The earliest wave of DEA opioid enforcement concentrated on the most visible and egregious practitioners: the cash-only pain clinic operators in Florida and Kentucky who saw a hundred patients a day and prescribed oxycodone to every one of them. Those operations were identifiable from the outside, were staffed by practitioners who in some cases had prior disciplinary histories, and produced prescribing patterns that were statistically implausible as legitimate medical care. The prosecutions from that period were significant in number and produced lengthy sentences for the most prominent defendants.

The current wave of DEA opioid investigation is directed at a broader and more varied population of practitioners, including many who would not have recognized themselves as potential targets five years ago. The expansion reflects both the maturation of the DEA’s investigative tools and a deliberate policy decision to extend enforcement beyond the most obvious cases to practitioners whose prescribing, while not criminally intended, produced outcomes that the government views as contributing to the opioid crisis.

Primary Care Physicians

Primary care physicians are among the most frequently investigated practitioners in the current DEA opioid enforcement environment. The primary care practitioner who managed chronic pain patients, who prescribed opioids as part of a comprehensive treatment approach, and who became the de facto pain management provider for a patient population in an area with limited specialist access is a practitioner whose prescribing volume may appear as an outlier relative to primary care peers, even where the prescribing reflected genuine patient need.

The DEA’s analytical comparison of prescribers’ opioid output against peers in the same specialty does not account for the clinical complexity of individual patient populations. A rural primary care physician whose practice includes a disproportionate number of patients with chronic pain conditions, workers’ compensation injuries, and limited access to pain management specialists may prescribe opioids at rates that the analytics flag as anomalous while providing care that is clinically appropriate for the specific population served. The investigation that follows the flag does not initially distinguish between that practitioner and one whose prescribing is genuinely outside legitimate practice.

Pain Management Specialists

Pain management specialists were the primary targets of the early wave of opioid enforcement and remain a focus of current investigations. The specialist whose practice is devoted to the treatment of chronic pain necessarily prescribes controlled substances at rates that general practitioners do not, and the analytical tools that identify prescribing outliers are calibrated to specialty norms. A pain management specialist whose prescribing falls outside the specialty norm is a practitioner the DEA’s data systems will identify.

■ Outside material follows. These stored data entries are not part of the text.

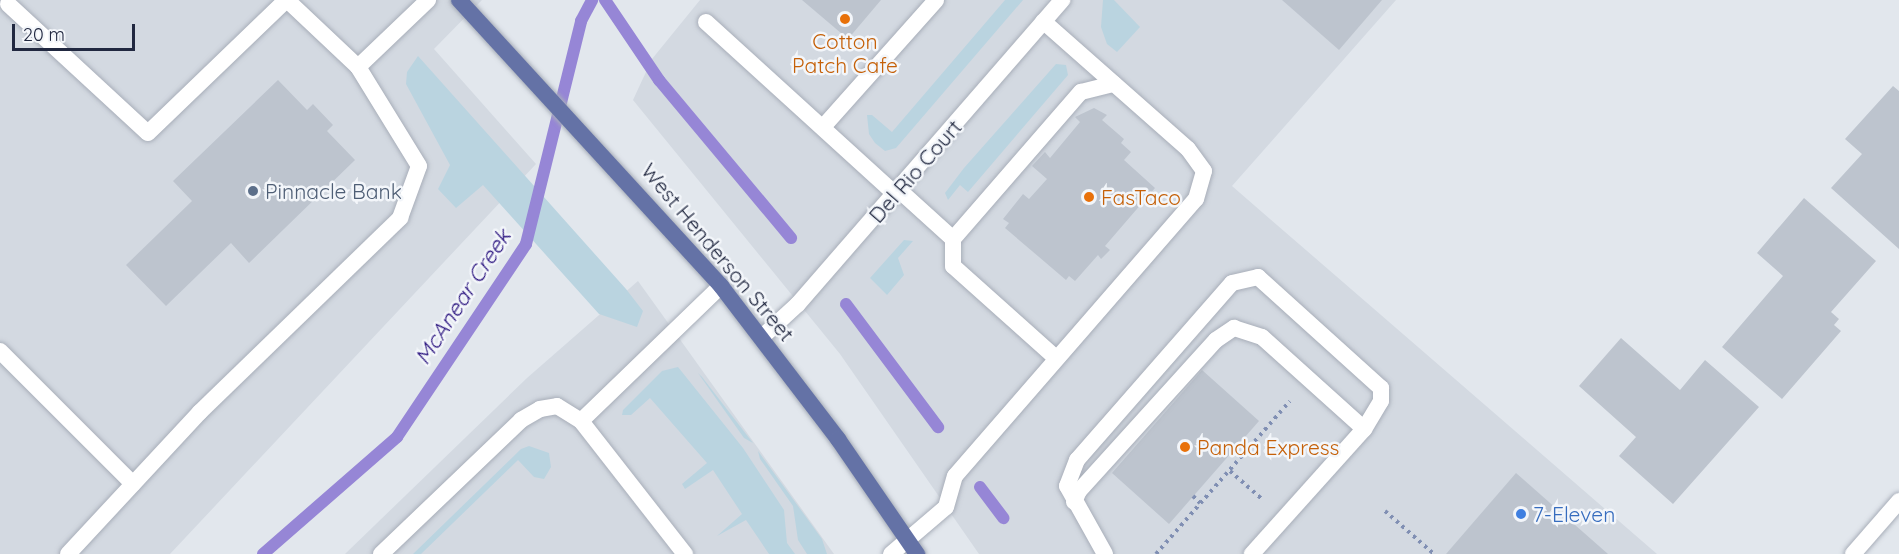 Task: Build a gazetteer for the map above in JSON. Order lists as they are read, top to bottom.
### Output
{
  "streets": {
    "main road": ["West Henderson Street"],
    "street": ["Del Rio Court"]
  },
  "crossings": [
    ["Del Rio Court", "West Henderson Street"]
  ],
  "water": ["McAnear Creek"],
  "places": [
    "Cotton Patch Cafe",
    "Pinnacle Bank",
    "FasTaco",
    "Panda Express",
    "7-Eleven"
  ],
  "scale_bar": "20 m"
} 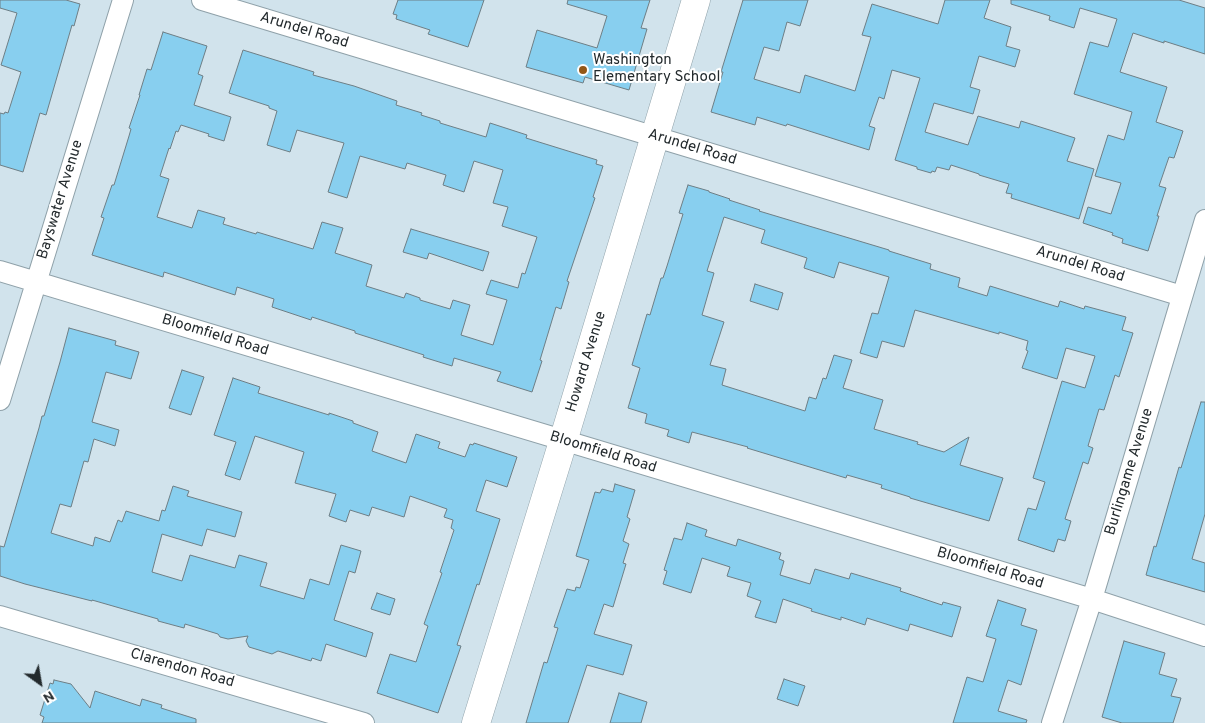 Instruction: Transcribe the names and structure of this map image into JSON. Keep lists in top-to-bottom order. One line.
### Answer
{"streets":{"street":["Arundel Road","Bayswater Avenue","Bloomfield Road","Howard Avenue","Burlingame Avenue","Clarendon Road"]},"crossings":[["Arundel Road","Howard Avenue"],["Arundel Road","Burlingame Avenue"],["Bayswater Avenue","Bloomfield Road"],["Bloomfield Road","Howard Avenue"],["Bloomfield Road","Burlingame Avenue"]],"places":["Washington Elementary School"],"north":"bottom right"}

The pain management specialist who operated a cash-based clinic, who saw patients in assembly-line fashion, and who prescribed the same combination of medications to every patient is a target of a different kind than the specialist who maintained a genuine clinical practice but whose patient population required higher opioid doses than the DEA’s reference practitioners received. Defending the latter requires demonstrating the clinical basis for the prescribing decisions. Defending the former requires confronting the documentary record that the government will present as evidence of pill mill operation.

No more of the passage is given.